Balke K, Dudek C, Mountain C. Transp. Res. Rec. 1996; 1554: 213-220.

Copyright

(Copyright © 1996, Transportation Research Board, National Research Council, National Academy of Sciences USA, Publisher SAGE Publishing)

DOI

10.3141/1554-25

PMID

unavailable

Abstract

As a prelude to installing an automatic vehicle identification system for collecting traffic and travel time information from probe vehicles, the Texas Transportation Institute, in conjunction with the Texas Department of Transportation, initiated a pilot study to test the feasibility of using probe-provided travel time information to detect freeway incidents. As part of this pilot study, 200 commuters equipped with cellular telephones were used to collect travel time and incident information from three facilities [I-45 (both the main lanes and the high-occupancyvehicle lane), the Hardy Toll Road, and US-59] on the north side of Houston, Texas.

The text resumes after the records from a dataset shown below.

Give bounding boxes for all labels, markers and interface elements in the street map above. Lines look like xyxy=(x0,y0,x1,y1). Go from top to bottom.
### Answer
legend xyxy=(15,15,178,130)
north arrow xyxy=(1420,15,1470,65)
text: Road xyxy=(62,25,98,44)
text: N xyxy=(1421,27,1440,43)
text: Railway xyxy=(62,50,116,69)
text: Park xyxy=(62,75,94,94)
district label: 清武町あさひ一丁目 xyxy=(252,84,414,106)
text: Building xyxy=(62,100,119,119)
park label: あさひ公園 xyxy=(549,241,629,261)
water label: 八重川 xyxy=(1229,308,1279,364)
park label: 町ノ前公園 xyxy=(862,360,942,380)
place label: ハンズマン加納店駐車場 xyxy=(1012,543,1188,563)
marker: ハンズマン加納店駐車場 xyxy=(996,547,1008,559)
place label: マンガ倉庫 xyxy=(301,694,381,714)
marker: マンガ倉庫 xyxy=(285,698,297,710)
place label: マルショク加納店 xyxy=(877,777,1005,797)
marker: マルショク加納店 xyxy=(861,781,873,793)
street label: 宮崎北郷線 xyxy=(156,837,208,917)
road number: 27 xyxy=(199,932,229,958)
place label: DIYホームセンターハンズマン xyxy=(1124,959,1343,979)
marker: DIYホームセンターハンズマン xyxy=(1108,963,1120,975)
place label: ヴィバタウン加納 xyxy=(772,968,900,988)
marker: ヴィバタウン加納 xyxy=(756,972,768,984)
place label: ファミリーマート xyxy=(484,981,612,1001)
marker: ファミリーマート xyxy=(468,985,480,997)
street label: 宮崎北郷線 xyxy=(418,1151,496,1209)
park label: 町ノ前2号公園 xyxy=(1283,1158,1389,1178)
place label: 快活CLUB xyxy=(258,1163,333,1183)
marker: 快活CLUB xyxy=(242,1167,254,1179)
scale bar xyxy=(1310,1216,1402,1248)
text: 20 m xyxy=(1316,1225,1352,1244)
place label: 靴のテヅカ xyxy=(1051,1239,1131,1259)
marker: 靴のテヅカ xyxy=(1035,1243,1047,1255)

Historical travel time patterns were developed for each link using data from known incident-free conditions. The statistical principle of standard normal deviates was applied to 11 months of data to determine when a probe travel time exceeded the expected travel time under incident-free conditions. Whereas this approach resulted in detection rates that were lower and false alarm rates that were higher than those reportedly produced by other incident detection algorithms, this study illustrated that some level of incident detection could be achieved using travel time information provided by probe vehicles. Because of limitations in the data, it was not possible to determine the number of incidents that were not detected by the system or the detection times for the known incident conditions.